As I watch the TV in Griffith, I am constantly told how workers will be protected by law in the new industrial system. But I am a lawyer who works in the industrial courts and tribunals and I know how expensive it is for workers to run cases themselves. I know the delays built into the court system in cases where people want to get on with their lives. I know how hard it can be for people in a witness box with skilled cross examiners. I know how difficult it is for workers to run cases knowing that many other employers will refuse to employ them because they think that they are trouble makers.

The thing that I know most of all is that most workers are not merchant bankers in Sydney. They are people like Craig who are given a take it or leave it offer. If they knock back the job, there are many behind them in the queue for work. They have little or no bargaining power. The one thing that they have, at least in some workplaces, is the right to bargain as a group. They know that they won't be picked off individually. They have, at least in some workplaces, a union that they can deal with in relation to underpayment issues and to safety.

John Howard wants to change this. He talks about providing a better balance. He talks about making it much simpler for employers and employees to get together, talk and work out the workplace arrangements that best suit them. He talks about how employers won't be able to apply duress to force people onto individual agreements. He doesn't say that making an Australian Workplace Agreement (an AWA) a prerequisite for new employees doesn't constitute duress. He also doesn't say that there have only been a handful of prosecutions for duress being applied and that the legal costs in such cases are in the tens of thousands of dollar even though the maximum penalty is $10 000. And he doesn't say that Craig McLeod would have had no right to take an unfair dismissal case under his proposed laws because Beytell employed less than 100 workers. He doesn't say that the capacity of unions to do their jobs will be seriously constrained.

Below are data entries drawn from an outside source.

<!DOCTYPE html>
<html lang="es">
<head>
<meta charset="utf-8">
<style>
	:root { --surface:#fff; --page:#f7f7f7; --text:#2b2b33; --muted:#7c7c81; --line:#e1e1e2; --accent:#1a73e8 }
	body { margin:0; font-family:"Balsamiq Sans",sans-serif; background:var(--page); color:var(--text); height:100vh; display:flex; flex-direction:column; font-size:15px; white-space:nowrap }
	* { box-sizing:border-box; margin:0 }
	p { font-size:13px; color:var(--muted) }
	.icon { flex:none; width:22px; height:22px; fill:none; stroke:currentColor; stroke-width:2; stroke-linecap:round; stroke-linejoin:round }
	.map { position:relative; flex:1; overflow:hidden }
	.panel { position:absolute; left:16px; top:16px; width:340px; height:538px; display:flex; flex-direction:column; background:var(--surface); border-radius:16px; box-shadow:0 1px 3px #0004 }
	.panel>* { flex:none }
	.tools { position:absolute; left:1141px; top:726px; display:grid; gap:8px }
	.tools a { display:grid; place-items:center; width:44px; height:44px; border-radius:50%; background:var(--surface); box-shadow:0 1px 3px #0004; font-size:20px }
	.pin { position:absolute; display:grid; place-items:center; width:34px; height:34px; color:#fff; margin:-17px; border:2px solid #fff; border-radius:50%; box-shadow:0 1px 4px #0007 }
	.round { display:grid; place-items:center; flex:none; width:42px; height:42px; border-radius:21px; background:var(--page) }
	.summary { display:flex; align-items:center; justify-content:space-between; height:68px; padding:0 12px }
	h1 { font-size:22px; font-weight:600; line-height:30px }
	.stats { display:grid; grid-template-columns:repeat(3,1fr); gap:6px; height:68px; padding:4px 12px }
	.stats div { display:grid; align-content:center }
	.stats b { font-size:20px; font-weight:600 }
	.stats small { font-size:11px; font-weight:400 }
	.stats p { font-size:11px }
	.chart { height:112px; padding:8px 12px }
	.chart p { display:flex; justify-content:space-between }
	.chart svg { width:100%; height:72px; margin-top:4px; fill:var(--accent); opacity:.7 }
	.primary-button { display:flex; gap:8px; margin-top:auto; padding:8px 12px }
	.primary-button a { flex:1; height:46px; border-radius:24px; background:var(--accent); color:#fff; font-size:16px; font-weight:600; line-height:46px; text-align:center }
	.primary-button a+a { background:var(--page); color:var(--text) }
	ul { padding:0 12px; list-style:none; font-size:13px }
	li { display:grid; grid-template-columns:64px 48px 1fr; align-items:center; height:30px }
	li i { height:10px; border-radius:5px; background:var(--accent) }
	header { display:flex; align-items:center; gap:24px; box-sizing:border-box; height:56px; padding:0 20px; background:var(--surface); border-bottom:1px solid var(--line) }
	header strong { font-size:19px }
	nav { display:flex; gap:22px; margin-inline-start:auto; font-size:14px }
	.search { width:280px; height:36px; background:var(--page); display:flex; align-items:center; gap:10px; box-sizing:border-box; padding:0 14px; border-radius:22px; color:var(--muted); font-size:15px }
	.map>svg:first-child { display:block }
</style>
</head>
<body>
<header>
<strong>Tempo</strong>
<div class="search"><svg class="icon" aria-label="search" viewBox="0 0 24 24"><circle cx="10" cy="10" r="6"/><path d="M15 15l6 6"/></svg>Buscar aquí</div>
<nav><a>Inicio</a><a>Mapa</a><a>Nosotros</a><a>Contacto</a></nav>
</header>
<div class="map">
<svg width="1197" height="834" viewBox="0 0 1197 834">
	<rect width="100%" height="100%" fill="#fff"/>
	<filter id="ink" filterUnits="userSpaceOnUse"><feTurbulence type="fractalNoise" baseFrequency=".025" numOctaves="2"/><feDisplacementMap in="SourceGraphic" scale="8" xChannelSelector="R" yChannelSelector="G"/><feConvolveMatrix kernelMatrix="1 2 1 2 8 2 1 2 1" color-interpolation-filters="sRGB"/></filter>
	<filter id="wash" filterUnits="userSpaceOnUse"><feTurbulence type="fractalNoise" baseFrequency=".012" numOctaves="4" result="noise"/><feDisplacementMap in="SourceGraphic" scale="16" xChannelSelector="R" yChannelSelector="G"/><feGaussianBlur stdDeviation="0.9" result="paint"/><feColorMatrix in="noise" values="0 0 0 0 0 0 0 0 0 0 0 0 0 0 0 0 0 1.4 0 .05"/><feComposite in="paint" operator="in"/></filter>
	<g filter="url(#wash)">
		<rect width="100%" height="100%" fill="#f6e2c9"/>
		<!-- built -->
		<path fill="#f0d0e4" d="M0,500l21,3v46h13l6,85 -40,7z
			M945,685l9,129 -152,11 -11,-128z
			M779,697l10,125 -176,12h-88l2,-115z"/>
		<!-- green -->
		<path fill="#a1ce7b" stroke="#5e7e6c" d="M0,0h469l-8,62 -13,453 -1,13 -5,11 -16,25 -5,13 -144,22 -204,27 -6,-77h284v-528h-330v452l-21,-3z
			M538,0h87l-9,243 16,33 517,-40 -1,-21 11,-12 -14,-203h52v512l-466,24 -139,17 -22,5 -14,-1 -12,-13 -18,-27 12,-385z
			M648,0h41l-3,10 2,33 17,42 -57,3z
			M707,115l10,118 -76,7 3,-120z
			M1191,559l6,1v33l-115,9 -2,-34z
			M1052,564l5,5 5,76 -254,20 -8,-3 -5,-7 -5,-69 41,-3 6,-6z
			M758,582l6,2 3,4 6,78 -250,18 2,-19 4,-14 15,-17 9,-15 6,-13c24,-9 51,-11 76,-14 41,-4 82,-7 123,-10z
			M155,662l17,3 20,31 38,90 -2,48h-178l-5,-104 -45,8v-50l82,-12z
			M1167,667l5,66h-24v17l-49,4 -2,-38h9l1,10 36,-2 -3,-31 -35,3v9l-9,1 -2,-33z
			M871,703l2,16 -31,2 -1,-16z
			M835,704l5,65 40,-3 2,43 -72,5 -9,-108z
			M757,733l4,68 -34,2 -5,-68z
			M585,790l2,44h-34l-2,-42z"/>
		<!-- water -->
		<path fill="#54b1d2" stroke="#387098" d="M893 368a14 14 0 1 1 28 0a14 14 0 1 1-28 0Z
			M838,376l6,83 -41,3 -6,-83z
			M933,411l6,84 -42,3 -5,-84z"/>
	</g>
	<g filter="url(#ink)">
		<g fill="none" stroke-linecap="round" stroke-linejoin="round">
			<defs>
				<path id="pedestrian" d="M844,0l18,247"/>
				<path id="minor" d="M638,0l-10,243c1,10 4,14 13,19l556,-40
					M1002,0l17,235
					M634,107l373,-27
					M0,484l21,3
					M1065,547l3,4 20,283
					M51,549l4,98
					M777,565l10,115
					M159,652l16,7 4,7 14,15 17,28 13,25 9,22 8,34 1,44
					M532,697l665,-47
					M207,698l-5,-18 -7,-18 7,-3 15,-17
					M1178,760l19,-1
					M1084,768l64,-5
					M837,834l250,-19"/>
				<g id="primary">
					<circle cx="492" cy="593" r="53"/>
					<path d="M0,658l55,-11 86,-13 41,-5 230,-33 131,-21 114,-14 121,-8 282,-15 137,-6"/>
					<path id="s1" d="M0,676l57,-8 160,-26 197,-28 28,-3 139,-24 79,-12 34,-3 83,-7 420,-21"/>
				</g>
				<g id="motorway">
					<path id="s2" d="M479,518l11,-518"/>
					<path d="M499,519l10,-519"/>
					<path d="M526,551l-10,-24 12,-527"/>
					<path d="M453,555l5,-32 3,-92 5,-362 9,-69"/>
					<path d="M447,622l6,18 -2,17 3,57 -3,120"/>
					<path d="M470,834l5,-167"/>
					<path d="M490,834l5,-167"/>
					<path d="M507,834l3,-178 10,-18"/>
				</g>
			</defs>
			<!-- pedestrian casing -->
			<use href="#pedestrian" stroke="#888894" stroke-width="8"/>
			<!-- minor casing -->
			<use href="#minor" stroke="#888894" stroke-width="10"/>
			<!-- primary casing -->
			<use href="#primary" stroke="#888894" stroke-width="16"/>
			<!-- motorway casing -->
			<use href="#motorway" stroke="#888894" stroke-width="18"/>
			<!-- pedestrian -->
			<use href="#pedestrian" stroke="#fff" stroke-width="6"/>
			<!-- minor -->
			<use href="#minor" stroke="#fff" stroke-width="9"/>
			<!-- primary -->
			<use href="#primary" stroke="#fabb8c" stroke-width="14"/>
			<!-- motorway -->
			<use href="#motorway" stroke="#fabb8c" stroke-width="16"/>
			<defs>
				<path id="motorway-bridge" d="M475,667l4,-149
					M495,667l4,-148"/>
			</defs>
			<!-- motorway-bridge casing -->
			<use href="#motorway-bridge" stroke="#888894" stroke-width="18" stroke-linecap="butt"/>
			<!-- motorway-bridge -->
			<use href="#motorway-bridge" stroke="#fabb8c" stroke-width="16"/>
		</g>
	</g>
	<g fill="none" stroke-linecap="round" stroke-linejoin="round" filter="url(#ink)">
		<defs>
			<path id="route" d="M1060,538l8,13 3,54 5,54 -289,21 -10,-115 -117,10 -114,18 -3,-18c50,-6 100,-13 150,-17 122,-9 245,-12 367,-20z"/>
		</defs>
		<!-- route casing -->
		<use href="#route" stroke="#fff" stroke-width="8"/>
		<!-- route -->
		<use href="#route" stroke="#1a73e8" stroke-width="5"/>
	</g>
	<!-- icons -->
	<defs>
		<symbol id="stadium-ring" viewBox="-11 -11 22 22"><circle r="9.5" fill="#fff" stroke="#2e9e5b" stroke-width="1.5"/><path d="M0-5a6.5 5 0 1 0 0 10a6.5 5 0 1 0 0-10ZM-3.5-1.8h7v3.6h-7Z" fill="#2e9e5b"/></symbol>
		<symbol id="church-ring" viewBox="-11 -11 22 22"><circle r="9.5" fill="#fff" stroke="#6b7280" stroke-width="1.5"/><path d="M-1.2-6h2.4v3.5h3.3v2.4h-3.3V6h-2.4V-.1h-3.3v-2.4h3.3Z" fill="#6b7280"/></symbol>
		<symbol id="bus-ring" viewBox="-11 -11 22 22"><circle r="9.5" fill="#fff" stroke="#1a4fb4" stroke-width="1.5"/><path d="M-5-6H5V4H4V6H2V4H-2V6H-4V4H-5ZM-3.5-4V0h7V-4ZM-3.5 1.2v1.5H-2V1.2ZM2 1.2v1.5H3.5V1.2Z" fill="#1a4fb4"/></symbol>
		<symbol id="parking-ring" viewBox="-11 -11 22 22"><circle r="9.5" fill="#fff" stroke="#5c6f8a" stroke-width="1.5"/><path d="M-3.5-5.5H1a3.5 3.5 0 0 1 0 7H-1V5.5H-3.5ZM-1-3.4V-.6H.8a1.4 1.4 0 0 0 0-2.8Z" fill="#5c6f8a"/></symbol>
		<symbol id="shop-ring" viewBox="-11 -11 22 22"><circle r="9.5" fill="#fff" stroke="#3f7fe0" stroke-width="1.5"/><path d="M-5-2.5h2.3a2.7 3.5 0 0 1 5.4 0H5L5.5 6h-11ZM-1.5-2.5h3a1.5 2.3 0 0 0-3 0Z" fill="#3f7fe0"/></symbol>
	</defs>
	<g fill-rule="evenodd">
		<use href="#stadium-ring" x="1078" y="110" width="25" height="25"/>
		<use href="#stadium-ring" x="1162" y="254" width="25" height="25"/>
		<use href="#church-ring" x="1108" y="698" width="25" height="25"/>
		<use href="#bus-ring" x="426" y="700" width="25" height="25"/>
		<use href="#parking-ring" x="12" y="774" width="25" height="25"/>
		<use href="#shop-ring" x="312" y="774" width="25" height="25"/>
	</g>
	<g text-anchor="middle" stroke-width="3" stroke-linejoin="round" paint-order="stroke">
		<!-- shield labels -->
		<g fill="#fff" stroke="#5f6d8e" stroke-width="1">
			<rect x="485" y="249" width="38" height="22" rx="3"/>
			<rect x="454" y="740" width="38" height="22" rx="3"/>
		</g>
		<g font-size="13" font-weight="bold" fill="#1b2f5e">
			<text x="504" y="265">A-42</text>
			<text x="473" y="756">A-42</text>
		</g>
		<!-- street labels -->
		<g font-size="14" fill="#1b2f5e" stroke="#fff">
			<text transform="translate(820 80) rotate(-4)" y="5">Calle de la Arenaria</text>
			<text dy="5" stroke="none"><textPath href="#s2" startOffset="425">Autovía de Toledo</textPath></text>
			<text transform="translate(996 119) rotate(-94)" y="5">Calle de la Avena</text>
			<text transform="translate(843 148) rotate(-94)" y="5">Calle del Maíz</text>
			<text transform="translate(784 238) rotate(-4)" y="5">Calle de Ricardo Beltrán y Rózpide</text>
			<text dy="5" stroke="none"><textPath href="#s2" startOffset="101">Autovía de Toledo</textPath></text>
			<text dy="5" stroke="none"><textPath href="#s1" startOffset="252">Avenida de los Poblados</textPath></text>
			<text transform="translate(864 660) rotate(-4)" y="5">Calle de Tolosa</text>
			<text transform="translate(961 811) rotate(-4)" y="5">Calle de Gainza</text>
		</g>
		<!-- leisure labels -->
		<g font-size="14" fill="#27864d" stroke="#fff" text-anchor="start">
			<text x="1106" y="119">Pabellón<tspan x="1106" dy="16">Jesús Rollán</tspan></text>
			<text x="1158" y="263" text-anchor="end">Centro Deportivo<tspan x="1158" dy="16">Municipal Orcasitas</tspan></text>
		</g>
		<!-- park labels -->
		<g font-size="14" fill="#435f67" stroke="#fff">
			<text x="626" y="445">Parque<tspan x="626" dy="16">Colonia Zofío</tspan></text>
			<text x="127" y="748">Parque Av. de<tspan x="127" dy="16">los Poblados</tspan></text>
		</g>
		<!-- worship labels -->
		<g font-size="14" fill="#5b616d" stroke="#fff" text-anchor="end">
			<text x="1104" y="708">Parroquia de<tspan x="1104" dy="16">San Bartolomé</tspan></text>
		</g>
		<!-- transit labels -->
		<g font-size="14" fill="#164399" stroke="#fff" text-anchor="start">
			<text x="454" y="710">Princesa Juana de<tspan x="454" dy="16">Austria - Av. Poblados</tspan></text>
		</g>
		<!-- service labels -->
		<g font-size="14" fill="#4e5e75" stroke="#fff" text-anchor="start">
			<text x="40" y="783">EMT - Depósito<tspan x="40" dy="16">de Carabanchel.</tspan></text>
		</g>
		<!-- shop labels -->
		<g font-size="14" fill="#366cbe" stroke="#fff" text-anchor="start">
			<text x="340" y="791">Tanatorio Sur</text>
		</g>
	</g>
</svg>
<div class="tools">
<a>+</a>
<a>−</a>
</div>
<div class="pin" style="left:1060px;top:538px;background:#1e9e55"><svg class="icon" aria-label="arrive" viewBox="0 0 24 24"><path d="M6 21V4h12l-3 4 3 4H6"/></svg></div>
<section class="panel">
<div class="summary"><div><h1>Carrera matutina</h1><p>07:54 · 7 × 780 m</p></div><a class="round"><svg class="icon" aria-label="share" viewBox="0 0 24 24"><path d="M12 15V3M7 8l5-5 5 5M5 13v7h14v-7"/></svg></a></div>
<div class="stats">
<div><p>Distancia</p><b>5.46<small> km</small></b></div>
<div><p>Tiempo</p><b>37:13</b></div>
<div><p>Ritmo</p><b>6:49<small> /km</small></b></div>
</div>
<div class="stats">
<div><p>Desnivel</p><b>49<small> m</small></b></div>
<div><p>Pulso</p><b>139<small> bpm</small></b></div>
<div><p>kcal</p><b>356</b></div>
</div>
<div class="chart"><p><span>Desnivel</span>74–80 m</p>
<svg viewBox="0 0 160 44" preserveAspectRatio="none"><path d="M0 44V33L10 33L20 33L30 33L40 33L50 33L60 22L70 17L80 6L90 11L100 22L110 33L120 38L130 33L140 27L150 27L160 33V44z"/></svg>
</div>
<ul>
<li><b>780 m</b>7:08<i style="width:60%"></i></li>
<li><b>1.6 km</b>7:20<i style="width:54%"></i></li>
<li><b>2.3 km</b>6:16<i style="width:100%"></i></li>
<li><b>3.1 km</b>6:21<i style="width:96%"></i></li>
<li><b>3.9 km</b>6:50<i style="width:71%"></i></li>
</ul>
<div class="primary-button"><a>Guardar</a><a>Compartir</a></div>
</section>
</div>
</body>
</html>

I don't remember these changes being raised in the last election. I don't remember being asked to vote for them. But if they become law, they will have a big effect in Australia's workplaces. They will mean that people like Craig McLeod will have even less power and that people like Anton Beytell will have even more. That might be simpler but I doubt that it will be fairer. And I have no doubt that there will be more families like the McLeods whose children are forced into dangerous and underpaid jobs. I hope, but doubt, that Craig's story won't have to be told again.